** Opening Supplied records block **

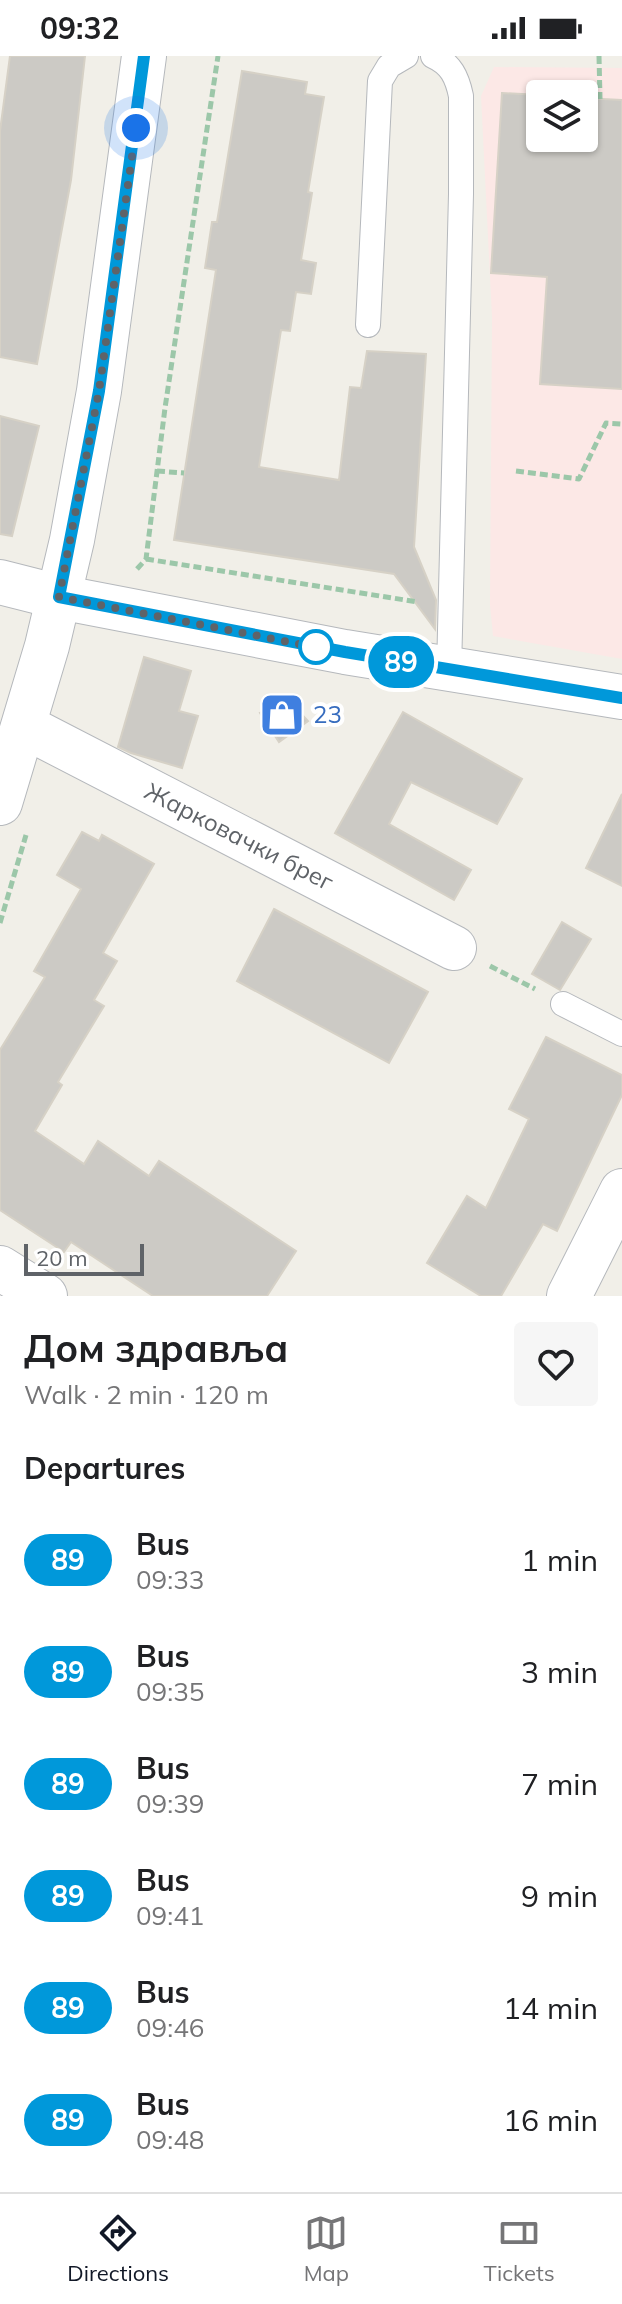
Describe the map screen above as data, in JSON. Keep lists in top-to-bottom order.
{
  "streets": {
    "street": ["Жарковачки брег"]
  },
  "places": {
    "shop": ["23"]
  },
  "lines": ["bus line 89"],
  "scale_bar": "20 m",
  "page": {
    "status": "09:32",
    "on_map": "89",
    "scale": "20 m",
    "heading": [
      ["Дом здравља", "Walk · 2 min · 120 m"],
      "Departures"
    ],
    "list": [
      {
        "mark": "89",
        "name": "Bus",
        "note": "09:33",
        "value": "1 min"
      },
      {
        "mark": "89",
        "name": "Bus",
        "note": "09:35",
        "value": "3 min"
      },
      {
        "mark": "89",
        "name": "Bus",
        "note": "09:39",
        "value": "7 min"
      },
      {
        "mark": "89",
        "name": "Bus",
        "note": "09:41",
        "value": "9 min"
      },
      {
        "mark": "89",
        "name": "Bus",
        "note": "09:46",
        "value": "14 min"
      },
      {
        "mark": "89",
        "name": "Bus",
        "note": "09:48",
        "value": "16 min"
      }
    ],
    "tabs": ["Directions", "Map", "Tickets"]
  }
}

** Closing Supplied records block **

▶ **What you need to do**: Transcribe the material exactly, keeping every word and none of the pictures.

▶ **Output for this exercise**:
Describe the map screen above as data, in JSON. Keep lists in top-to-bottom order.
{
  "streets": {
    "street": ["Жарковачки брег"]
  },
  "places": {
    "shop": ["23"]
  },
  "lines": ["bus line 89"],
  "scale_bar": "20 m",
  "page": {
    "status": "09:32",
    "on_map": "89",
    "scale": "20 m",
    "heading": [
      ["Дом здравља", "Walk · 2 min · 120 m"],
      "Departures"
    ],
    "list": [
      {
        "mark": "89",
        "name": "Bus",
        "note": "09:33",
        "value": "1 min"
      },
      {
        "mark": "89",
        "name": "Bus",
        "note": "09:35",
        "value": "3 min"
      },
      {
        "mark": "89",
        "name": "Bus",
        "note": "09:39",
        "value": "7 min"
      },
      {
        "mark": "89",
        "name": "Bus",
        "note": "09:41",
        "value": "9 min"
      },
      {
        "mark": "89",
        "name": "Bus",
        "note": "09:46",
        "value": "14 min"
      },
      {
        "mark": "89",
        "name": "Bus",
        "note": "09:48",
        "value": "16 min"
      }
    ],
    "tabs": ["Directions", "Map", "Tickets"]
  }
}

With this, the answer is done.